→ Required work
Repeat the lines below exactly as written, please, from the line with "width:45px; height:45px; display:grid;" to the line with "margin:0; padding:0; list-style:none", both lines included, and no others.

Stored data entries
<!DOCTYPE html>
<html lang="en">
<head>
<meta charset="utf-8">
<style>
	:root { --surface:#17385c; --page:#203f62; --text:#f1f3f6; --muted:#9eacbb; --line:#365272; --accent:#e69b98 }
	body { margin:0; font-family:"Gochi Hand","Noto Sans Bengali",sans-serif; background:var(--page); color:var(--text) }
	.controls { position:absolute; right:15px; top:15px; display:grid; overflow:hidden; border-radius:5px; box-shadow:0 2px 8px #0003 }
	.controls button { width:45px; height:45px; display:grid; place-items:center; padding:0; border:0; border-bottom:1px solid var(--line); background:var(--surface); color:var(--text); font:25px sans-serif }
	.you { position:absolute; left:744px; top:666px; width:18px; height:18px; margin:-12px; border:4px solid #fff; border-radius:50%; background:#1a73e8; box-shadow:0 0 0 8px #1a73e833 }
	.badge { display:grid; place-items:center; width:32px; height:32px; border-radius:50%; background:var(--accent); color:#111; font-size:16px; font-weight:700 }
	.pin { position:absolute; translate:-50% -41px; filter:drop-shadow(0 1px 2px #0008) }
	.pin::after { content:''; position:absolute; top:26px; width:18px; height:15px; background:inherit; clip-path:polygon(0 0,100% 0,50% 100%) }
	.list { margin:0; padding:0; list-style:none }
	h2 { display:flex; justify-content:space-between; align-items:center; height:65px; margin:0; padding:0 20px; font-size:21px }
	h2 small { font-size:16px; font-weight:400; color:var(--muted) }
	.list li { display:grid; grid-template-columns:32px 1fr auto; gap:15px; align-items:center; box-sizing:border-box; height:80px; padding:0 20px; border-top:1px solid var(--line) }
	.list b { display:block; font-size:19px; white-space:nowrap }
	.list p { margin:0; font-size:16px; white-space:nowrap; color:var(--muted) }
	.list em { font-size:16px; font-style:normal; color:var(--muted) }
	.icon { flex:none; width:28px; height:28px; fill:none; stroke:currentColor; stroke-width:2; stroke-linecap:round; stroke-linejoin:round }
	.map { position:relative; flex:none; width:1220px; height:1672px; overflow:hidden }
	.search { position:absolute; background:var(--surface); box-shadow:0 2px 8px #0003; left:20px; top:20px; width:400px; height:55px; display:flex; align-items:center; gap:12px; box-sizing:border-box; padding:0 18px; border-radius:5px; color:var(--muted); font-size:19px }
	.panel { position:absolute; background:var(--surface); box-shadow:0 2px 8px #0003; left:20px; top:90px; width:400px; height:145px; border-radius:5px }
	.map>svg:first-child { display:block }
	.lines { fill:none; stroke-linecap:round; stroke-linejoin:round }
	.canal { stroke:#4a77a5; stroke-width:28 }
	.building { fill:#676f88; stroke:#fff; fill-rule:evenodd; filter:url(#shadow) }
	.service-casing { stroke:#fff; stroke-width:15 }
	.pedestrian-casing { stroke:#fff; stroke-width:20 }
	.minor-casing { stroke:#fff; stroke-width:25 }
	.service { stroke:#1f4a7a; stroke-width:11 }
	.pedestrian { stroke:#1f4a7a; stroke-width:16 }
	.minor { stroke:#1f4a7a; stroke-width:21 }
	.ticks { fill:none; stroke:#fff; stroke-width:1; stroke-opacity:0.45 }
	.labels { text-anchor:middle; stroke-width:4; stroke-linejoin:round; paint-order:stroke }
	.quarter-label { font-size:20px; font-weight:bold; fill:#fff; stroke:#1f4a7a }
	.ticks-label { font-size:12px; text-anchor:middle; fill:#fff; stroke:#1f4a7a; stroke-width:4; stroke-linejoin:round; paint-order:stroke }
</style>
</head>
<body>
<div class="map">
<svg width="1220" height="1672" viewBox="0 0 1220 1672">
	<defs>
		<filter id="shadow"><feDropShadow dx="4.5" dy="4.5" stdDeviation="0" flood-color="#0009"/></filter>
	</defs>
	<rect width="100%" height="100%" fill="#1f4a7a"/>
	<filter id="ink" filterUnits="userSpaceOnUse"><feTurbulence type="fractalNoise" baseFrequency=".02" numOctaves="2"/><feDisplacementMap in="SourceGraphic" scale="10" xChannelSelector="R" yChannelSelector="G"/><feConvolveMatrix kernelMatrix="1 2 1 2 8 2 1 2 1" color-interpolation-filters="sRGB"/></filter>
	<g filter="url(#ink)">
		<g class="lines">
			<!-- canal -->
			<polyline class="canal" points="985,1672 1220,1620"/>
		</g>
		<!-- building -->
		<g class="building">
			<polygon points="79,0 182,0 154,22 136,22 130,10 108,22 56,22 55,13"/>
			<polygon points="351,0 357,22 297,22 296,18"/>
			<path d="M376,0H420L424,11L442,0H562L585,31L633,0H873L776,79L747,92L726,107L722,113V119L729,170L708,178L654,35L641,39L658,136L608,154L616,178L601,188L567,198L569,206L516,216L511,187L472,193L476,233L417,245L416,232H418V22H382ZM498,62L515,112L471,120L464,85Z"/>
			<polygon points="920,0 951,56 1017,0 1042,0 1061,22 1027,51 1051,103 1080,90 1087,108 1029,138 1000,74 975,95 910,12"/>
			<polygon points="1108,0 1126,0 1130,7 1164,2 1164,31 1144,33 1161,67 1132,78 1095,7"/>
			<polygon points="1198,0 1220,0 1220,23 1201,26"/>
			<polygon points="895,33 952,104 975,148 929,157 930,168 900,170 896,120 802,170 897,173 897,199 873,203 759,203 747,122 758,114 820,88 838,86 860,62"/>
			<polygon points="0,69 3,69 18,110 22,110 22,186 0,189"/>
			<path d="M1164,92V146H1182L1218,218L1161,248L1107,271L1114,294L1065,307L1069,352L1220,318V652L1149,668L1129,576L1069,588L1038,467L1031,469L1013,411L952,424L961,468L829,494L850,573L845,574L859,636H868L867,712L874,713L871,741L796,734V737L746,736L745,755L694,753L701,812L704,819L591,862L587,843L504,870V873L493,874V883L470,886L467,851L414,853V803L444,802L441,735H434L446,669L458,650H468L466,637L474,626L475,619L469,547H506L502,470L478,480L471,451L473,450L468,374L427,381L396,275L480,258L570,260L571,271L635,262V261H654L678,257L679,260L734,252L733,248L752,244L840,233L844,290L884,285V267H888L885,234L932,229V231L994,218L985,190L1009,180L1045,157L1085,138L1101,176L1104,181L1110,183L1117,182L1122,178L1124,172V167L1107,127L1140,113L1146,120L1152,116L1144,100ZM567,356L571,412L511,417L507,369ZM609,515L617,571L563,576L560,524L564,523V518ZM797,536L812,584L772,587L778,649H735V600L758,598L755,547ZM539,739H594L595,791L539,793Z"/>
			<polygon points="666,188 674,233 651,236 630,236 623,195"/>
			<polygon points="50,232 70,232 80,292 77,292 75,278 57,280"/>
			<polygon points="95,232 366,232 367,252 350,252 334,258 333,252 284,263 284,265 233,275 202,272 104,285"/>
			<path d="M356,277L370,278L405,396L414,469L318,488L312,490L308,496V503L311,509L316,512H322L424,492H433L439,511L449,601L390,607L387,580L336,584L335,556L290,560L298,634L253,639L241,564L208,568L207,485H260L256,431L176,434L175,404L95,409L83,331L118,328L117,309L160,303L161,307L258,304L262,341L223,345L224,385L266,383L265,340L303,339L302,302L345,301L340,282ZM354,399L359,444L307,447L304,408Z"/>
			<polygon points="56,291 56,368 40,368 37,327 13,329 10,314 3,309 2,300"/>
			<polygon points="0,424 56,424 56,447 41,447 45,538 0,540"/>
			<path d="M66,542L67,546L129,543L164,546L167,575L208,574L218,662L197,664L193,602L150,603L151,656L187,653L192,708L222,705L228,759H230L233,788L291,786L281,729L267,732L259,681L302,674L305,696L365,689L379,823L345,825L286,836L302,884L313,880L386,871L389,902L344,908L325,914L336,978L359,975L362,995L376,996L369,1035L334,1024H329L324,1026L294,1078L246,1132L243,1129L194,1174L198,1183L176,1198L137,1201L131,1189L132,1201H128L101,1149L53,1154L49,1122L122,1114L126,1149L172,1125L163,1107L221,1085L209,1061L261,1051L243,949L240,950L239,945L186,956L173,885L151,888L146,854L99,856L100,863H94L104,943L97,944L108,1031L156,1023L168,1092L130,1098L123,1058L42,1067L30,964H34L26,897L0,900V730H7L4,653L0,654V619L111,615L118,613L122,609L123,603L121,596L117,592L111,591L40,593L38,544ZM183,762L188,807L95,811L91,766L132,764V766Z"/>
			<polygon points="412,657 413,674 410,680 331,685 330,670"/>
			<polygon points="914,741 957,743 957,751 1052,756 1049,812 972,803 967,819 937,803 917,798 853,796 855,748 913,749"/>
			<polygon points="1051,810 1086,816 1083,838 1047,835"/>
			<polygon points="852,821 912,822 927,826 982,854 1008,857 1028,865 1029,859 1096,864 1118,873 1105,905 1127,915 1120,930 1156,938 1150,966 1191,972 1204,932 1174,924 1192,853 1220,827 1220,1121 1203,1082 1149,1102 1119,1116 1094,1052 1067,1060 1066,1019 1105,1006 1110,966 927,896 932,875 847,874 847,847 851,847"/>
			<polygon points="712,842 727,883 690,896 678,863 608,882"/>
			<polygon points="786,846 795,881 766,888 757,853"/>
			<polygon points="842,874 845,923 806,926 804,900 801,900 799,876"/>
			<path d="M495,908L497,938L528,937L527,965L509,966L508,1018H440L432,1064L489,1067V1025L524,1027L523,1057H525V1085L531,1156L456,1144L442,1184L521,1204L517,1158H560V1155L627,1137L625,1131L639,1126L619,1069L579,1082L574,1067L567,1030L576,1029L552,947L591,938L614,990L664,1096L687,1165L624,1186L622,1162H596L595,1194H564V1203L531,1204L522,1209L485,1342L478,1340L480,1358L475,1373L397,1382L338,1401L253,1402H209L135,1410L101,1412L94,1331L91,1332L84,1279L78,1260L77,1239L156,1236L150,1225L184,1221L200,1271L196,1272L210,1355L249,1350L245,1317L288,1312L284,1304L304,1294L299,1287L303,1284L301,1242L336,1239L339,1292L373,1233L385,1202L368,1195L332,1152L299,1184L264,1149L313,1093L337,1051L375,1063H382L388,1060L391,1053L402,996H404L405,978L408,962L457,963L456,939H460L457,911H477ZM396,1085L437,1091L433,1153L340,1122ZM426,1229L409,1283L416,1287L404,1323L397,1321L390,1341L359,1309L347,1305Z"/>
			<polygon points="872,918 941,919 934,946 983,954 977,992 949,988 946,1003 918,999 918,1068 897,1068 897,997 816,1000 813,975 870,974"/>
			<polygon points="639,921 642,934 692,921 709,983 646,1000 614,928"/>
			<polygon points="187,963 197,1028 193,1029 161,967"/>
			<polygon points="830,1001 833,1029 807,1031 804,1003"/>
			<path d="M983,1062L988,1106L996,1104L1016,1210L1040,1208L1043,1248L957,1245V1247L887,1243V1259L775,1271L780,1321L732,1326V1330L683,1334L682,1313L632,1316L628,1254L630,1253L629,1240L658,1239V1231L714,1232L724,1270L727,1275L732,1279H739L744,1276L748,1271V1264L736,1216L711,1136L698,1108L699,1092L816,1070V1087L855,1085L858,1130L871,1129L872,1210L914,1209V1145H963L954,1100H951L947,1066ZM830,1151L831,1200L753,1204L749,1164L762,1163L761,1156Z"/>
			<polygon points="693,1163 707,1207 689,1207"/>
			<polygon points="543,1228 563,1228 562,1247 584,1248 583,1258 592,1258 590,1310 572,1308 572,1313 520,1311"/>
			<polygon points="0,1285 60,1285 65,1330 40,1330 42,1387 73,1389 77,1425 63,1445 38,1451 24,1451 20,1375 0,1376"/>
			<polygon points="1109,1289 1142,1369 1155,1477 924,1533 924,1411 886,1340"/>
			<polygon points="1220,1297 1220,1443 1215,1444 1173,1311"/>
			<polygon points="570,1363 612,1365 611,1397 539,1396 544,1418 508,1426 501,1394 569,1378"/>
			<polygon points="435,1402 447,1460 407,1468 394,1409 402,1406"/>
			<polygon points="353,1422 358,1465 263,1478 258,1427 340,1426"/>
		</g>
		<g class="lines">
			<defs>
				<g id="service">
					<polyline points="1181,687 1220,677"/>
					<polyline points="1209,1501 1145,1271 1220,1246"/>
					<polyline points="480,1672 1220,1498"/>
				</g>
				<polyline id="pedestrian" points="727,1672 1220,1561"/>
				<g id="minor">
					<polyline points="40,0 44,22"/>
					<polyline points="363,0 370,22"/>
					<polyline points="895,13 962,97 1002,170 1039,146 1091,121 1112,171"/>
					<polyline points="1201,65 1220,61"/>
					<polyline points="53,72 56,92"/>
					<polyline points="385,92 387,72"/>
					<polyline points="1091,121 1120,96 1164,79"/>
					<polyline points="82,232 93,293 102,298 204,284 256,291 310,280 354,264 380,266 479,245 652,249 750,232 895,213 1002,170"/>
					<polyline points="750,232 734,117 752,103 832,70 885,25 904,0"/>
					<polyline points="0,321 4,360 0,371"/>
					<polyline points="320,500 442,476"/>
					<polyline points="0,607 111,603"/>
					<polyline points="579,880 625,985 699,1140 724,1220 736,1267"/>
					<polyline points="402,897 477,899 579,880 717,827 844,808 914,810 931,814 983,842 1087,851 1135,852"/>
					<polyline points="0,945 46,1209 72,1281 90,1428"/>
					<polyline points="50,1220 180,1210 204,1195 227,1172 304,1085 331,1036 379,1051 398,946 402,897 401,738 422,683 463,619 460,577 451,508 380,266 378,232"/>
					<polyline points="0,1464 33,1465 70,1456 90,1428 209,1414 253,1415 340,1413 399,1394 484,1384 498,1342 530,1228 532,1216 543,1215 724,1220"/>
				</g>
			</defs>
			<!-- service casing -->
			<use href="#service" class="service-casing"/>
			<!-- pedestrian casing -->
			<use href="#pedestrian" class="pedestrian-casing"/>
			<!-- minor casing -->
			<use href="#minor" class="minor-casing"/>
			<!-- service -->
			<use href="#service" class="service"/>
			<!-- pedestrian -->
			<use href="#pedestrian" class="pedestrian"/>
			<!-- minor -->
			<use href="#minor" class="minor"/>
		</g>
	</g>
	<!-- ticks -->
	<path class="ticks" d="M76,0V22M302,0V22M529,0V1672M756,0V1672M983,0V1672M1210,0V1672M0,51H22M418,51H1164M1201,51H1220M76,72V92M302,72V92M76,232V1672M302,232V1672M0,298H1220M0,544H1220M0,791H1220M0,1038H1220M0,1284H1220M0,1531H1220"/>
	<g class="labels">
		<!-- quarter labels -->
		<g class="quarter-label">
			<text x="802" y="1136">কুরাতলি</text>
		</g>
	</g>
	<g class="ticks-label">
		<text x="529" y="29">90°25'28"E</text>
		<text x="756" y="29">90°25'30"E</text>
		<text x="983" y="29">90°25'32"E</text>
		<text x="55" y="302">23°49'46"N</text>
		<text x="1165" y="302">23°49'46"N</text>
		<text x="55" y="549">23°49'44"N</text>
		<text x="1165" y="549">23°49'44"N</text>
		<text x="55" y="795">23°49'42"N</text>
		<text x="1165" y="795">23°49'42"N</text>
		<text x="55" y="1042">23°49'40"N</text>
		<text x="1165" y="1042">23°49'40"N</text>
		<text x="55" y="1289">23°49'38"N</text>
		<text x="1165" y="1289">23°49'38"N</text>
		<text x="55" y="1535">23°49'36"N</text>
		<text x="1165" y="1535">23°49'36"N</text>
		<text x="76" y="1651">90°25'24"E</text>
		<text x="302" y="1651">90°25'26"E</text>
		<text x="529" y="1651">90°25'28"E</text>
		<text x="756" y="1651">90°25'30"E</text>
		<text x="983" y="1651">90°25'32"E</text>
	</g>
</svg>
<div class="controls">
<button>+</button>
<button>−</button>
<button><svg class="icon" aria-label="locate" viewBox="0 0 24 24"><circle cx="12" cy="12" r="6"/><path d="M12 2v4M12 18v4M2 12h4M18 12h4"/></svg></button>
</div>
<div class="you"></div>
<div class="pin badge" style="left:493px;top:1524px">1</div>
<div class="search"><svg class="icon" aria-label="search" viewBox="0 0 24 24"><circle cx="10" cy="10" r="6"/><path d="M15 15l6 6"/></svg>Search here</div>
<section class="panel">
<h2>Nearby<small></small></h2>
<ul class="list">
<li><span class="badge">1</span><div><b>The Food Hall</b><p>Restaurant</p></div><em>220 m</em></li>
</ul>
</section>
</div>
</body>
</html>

→ Solved problem
	.controls button { width:45px; height:45px; display:grid; place-items:center; padding:0; border:0; border-bottom:1px solid var(--line); background:var(--surface); color:var(--text); font:25px sans-serif }
	.you { position:absolute; left:744px; top:666px; width:18px; height:18px; margin:-12px; border:4px solid #fff; border-radius:50%; background:#1a73e8; box-shadow:0 0 0 8px #1a73e833 }
	.badge { display:grid; place-items:center; width:32px; height:32px; border-radius:50%; background:var(--accent); color:#111; font-size:16px; font-weight:700 }
	.pin { position:absolute; translate:-50% -41px; filter:drop-shadow(0 1px 2px #0008) }
	.pin::after { content:''; position:absolute; top:26px; width:18px; height:15px; background:inherit; clip-path:polygon(0 0,100% 0,50% 100%) }
	.list { margin:0; padding:0; list-style:none }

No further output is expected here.